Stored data
-------

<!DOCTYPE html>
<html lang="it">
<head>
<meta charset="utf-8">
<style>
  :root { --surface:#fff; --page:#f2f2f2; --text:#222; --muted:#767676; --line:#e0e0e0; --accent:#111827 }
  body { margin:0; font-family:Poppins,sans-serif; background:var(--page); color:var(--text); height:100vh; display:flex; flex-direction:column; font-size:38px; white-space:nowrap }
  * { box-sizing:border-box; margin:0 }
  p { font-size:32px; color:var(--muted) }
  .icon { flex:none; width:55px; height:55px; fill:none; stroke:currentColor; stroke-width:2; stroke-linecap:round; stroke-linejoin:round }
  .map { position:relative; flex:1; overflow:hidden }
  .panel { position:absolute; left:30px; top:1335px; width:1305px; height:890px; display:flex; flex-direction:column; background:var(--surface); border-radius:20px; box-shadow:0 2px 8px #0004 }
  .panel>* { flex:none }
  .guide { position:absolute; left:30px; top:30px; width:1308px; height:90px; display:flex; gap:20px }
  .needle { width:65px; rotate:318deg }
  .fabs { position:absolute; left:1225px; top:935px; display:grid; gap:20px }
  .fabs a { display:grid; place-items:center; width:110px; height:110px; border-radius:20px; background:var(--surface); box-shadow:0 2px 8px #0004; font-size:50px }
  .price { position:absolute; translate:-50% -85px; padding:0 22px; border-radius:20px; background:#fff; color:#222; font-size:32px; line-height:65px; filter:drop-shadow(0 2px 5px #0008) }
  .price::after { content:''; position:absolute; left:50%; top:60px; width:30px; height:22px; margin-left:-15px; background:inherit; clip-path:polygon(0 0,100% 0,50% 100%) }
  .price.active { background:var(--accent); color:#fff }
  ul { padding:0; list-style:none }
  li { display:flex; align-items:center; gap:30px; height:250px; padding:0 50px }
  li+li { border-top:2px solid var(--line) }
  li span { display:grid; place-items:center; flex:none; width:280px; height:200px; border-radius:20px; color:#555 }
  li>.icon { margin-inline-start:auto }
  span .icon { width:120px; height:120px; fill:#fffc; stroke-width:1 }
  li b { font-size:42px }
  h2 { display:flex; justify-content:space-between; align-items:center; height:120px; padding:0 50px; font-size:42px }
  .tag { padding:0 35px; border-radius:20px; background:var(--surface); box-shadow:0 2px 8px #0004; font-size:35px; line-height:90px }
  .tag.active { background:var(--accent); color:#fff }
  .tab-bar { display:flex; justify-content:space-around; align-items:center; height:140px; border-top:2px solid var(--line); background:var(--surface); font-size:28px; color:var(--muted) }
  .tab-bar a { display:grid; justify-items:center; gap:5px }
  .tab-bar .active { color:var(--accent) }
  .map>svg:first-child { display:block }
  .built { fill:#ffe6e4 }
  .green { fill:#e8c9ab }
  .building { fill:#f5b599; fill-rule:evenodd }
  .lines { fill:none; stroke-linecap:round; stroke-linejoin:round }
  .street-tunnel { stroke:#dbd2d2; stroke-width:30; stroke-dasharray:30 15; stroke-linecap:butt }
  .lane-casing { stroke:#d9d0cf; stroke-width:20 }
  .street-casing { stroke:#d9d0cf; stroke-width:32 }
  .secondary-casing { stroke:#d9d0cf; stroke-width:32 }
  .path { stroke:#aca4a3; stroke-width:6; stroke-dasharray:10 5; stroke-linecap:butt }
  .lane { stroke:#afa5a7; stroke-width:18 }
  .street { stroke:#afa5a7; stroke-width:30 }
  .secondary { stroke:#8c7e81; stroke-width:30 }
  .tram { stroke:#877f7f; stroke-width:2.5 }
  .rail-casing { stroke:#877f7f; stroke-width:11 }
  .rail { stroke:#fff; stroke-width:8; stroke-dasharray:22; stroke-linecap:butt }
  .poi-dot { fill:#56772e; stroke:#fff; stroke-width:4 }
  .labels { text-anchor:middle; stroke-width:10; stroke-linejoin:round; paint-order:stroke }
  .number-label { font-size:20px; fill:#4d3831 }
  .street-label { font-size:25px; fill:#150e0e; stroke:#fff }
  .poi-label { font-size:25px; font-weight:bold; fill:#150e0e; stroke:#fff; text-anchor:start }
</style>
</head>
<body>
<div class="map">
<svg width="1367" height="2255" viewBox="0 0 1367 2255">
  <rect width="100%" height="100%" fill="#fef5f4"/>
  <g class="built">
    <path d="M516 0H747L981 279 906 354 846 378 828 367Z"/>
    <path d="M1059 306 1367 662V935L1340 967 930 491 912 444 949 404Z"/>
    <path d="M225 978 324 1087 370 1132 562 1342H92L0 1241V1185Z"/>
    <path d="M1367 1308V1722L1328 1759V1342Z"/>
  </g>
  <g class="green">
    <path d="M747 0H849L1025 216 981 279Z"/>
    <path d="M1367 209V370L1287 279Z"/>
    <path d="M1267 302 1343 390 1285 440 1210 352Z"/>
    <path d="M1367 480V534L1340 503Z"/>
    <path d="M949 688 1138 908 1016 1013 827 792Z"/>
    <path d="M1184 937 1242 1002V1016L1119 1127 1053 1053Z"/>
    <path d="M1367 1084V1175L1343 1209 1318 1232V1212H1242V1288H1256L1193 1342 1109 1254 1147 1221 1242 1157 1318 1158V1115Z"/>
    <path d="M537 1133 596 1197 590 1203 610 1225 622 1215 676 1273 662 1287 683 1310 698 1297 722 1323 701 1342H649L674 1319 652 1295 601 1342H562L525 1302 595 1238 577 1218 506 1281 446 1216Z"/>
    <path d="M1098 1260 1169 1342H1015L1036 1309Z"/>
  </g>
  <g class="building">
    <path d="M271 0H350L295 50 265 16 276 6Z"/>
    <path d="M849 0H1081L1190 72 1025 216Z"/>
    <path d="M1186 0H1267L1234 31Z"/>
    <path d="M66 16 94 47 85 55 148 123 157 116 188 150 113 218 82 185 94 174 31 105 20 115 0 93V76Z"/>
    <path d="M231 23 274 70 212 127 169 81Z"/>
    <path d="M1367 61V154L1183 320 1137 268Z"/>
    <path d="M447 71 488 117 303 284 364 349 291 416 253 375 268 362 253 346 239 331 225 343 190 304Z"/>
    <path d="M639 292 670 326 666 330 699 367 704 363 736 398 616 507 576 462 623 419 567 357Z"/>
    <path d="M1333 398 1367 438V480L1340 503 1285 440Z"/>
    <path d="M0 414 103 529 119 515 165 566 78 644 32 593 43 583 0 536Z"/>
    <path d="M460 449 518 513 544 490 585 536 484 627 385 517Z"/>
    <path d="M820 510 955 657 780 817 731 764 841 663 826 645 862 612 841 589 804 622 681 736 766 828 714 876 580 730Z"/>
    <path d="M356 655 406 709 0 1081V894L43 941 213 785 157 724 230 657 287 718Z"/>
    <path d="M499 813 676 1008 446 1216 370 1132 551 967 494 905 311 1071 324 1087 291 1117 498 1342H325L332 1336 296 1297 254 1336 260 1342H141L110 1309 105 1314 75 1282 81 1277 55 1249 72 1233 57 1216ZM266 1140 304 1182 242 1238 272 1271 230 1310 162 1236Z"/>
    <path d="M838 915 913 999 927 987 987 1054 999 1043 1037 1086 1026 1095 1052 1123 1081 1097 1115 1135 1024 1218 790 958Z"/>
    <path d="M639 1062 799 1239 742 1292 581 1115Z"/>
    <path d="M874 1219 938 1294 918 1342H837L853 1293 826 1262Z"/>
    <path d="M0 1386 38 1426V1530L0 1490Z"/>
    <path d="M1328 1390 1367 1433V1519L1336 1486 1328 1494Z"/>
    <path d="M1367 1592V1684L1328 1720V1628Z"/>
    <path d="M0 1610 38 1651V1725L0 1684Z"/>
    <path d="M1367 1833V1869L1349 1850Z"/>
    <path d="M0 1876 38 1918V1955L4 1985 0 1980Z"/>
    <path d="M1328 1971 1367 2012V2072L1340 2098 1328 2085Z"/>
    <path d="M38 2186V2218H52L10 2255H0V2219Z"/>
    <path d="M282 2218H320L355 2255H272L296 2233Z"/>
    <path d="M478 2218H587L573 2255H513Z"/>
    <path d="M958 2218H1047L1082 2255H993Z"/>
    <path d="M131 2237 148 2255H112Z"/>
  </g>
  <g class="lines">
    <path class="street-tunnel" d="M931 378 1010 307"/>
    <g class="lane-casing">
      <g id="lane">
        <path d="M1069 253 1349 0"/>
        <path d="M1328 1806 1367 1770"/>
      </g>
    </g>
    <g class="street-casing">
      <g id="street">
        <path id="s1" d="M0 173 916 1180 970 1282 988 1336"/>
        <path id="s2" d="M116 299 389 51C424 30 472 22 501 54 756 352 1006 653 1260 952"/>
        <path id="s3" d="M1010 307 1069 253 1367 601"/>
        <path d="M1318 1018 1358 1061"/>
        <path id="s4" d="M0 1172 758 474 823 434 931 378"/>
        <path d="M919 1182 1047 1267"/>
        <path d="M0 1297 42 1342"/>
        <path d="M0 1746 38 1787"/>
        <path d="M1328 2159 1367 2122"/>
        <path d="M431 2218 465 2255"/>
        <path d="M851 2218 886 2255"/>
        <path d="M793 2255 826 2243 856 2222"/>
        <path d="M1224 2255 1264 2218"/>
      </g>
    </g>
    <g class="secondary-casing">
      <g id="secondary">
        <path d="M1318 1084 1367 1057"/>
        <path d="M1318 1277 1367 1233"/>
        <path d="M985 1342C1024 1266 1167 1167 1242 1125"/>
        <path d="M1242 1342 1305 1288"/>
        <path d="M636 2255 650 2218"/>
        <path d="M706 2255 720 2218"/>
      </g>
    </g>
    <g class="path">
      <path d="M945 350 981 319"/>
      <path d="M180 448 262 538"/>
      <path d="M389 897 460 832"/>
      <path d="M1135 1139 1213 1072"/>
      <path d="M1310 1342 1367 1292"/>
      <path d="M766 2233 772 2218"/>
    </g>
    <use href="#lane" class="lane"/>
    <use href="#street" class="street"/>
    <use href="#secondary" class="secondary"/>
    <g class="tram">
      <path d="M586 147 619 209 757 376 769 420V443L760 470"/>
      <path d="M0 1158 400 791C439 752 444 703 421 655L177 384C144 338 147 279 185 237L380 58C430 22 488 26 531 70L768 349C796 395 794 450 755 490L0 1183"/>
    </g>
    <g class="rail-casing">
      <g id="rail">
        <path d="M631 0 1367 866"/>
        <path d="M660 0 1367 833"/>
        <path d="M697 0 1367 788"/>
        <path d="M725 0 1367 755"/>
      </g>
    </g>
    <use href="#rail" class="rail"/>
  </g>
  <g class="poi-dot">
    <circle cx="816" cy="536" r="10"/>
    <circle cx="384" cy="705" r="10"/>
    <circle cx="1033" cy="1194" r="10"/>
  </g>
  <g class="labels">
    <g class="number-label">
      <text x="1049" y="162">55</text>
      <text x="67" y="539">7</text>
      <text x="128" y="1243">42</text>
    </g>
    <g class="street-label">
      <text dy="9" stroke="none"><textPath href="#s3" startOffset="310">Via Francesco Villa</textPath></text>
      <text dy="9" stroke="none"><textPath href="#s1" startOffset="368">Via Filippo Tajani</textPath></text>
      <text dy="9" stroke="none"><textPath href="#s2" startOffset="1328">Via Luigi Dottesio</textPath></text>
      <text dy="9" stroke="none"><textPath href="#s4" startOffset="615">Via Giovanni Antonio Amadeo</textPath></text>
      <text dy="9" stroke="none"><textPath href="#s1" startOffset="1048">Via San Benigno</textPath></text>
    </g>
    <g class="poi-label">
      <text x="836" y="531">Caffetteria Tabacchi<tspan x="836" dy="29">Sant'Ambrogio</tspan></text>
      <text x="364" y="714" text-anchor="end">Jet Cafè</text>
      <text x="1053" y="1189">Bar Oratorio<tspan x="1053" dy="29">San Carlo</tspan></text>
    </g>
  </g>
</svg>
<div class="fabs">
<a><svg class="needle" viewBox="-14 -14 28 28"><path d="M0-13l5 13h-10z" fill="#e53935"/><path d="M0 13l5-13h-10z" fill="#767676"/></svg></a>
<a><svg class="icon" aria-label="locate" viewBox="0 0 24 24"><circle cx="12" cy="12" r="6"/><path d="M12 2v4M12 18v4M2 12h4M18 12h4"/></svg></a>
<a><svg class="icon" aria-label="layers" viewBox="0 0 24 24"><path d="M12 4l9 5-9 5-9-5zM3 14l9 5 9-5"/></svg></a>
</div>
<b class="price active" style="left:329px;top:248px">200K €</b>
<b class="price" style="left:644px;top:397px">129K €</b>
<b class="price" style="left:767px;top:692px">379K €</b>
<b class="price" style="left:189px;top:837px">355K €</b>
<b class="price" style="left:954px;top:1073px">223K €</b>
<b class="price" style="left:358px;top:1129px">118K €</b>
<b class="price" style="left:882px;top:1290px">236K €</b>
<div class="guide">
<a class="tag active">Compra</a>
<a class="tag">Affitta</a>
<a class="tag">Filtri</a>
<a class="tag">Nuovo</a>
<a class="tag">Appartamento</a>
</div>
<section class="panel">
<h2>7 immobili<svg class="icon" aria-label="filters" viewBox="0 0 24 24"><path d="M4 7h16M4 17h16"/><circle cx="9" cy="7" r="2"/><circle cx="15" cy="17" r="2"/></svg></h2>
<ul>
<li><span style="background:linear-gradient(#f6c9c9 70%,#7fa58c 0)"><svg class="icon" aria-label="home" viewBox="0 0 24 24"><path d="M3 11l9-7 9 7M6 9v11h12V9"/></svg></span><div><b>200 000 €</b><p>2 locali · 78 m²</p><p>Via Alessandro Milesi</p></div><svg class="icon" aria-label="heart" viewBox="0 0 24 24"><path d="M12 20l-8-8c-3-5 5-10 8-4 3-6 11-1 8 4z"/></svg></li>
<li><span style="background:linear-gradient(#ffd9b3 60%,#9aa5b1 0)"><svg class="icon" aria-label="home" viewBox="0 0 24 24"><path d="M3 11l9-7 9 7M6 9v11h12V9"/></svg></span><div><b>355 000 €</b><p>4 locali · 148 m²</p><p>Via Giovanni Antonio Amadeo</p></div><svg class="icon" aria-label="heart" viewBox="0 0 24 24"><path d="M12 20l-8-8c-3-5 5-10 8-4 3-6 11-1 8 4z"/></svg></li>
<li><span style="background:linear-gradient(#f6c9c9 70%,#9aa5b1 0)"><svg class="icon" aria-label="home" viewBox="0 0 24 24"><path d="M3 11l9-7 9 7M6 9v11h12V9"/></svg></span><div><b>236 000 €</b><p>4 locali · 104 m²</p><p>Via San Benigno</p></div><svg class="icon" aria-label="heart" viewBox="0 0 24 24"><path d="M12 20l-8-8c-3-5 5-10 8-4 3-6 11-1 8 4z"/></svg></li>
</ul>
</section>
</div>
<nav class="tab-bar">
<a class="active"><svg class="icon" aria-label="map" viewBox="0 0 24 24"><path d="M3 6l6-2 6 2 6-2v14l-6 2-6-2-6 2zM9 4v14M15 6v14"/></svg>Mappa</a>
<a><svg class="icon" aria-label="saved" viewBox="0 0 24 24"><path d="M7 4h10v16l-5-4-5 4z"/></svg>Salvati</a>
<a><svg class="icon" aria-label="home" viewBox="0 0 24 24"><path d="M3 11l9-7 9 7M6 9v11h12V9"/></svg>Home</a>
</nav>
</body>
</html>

-------

Set down, exactly as they stand above, the lines starting with the line with "display:grid; place-items:center; width:110px;" and going on through the line with "display:flex; align-items:center; gap:30px;", and no others.

  .fabs a { display:grid; place-items:center; width:110px; height:110px; border-radius:20px; background:var(--surface); box-shadow:0 2px 8px #0004; font-size:50px }
  .price { position:absolute; translate:-50% -85px; padding:0 22px; border-radius:20px; background:#fff; color:#222; font-size:32px; line-height:65px; filter:drop-shadow(0 2px 5px #0008) }
  .price::after { content:''; position:absolute; left:50%; top:60px; width:30px; height:22px; margin-left:-15px; background:inherit; clip-path:polygon(0 0,100% 0,50% 100%) }
  .price.active { background:var(--accent); color:#fff }
  ul { padding:0; list-style:none }
  li { display:flex; align-items:center; gap:30px; height:250px; padding:0 50px }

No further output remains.